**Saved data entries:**
_ _ _ _ _

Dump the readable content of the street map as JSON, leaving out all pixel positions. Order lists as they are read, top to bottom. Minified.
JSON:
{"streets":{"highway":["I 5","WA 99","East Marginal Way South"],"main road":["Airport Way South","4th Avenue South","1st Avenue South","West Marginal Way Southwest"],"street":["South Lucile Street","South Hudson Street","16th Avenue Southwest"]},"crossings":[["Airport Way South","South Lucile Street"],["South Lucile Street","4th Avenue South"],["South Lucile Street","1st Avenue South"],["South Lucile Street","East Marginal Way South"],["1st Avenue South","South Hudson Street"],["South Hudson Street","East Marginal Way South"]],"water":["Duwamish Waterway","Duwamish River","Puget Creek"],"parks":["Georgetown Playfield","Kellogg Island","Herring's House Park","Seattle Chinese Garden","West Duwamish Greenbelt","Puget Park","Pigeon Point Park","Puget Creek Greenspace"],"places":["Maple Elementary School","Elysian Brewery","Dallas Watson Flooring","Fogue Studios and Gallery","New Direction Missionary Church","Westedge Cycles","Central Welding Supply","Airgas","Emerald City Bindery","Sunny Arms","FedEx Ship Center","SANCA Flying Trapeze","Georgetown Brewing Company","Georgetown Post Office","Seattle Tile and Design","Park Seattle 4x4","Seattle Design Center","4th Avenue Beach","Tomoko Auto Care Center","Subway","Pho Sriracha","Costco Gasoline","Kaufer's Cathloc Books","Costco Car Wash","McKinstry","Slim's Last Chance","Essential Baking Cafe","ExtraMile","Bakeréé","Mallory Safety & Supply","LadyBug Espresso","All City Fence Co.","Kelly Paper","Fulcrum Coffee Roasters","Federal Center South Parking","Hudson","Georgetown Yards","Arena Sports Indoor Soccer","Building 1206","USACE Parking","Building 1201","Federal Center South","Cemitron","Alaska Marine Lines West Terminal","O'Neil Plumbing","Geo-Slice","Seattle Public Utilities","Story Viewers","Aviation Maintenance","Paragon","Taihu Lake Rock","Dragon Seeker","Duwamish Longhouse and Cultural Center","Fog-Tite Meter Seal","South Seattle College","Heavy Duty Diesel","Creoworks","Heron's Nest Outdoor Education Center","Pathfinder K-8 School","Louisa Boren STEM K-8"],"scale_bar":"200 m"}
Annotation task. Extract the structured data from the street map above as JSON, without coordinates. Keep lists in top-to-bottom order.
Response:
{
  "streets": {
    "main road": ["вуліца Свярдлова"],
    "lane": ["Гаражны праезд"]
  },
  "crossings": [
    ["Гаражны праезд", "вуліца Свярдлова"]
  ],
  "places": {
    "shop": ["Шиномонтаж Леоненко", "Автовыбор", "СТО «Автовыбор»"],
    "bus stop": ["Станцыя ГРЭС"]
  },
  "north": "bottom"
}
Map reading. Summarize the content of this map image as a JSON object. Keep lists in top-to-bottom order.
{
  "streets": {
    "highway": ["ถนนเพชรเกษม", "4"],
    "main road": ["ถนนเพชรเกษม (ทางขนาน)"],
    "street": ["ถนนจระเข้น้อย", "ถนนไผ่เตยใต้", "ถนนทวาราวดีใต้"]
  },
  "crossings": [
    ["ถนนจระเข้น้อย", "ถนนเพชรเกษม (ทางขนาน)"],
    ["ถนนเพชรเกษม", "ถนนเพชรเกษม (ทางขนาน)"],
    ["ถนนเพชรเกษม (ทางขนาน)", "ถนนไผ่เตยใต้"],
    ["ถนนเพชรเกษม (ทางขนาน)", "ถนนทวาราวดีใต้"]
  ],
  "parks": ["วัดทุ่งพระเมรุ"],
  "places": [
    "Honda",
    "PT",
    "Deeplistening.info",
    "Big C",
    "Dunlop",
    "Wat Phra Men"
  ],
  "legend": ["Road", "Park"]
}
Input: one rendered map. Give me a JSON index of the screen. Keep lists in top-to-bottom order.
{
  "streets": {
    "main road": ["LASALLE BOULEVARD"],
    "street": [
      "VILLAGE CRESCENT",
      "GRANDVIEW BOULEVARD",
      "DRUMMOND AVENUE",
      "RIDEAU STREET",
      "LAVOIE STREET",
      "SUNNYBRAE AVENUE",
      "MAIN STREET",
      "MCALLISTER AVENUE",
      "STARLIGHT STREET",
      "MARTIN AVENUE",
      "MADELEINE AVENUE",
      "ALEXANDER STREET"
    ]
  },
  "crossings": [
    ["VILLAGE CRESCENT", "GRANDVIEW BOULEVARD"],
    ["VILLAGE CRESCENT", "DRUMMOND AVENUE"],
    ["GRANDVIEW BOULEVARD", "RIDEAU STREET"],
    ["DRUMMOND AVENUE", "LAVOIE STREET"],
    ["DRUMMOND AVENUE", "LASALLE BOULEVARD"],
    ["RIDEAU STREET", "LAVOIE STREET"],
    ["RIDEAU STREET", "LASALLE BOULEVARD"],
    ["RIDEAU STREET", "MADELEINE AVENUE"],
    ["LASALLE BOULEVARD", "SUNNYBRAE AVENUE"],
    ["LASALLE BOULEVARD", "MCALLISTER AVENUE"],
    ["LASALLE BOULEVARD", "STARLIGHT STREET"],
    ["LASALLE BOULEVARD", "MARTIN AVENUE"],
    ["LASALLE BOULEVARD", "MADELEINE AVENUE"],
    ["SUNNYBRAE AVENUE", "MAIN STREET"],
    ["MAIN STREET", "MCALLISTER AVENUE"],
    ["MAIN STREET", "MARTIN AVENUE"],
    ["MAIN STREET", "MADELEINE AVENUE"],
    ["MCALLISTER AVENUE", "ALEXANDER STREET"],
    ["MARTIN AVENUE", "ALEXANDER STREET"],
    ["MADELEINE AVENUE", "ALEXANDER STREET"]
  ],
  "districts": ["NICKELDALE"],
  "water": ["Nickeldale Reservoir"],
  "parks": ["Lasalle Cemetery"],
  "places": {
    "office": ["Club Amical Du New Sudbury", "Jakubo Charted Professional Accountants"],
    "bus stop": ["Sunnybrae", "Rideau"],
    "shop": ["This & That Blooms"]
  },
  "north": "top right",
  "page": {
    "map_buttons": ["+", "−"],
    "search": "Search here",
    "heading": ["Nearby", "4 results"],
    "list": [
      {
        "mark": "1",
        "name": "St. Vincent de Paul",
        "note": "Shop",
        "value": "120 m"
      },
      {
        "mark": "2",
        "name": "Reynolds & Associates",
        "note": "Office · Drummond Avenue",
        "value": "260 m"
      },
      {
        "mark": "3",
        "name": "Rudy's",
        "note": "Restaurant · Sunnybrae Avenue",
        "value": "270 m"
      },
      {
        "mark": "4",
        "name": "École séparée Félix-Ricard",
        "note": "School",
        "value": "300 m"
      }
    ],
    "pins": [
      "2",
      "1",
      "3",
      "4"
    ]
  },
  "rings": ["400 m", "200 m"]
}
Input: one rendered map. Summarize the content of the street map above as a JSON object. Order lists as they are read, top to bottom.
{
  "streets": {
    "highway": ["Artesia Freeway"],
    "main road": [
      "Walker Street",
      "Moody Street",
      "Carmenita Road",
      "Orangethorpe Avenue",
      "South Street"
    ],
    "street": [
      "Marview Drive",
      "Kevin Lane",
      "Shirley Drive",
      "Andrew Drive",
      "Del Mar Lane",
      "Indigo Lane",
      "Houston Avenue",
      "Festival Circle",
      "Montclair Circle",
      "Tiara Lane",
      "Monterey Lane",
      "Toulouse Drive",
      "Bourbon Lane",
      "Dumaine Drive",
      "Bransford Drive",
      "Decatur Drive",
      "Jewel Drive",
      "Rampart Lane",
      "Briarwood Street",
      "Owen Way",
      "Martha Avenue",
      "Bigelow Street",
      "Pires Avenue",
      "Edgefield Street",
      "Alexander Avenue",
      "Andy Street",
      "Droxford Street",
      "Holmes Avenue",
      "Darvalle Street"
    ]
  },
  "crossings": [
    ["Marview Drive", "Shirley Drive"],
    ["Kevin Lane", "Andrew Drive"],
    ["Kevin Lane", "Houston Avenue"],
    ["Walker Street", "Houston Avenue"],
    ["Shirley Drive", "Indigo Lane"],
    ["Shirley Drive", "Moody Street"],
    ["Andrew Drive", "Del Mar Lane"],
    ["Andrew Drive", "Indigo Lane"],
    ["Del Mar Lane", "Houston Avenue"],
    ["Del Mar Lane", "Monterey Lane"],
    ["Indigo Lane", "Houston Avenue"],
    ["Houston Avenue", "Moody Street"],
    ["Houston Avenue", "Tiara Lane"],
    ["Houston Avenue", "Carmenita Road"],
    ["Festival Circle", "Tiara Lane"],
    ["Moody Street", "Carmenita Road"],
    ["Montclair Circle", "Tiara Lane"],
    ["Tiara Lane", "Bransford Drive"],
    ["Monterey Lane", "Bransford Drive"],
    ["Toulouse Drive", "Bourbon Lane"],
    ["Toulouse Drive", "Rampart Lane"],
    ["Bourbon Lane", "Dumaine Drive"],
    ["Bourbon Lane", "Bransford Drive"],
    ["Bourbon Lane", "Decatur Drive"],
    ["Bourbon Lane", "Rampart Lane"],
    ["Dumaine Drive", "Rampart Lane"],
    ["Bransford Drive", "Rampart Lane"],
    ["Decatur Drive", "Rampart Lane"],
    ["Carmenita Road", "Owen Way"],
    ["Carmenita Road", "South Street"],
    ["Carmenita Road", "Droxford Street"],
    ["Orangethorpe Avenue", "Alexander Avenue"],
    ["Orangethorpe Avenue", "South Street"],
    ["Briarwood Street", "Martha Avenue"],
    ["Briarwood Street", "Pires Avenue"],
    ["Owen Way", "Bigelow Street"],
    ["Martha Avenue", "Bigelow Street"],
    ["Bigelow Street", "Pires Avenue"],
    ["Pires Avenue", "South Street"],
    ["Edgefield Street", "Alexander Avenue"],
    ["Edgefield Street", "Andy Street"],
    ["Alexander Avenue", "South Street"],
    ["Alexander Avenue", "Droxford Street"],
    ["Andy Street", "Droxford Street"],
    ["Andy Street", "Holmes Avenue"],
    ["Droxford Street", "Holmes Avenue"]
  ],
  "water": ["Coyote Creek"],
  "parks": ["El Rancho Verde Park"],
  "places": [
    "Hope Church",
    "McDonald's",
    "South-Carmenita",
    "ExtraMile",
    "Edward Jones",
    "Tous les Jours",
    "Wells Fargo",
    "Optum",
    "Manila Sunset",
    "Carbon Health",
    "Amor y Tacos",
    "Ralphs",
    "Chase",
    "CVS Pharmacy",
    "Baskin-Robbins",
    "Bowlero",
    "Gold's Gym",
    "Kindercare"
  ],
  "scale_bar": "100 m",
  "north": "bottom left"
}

_ _ _ _ _

**What is needed:**
The lines above may hold the string "Andy". Say how many do, and give only that number.

**Answer for the task:**
4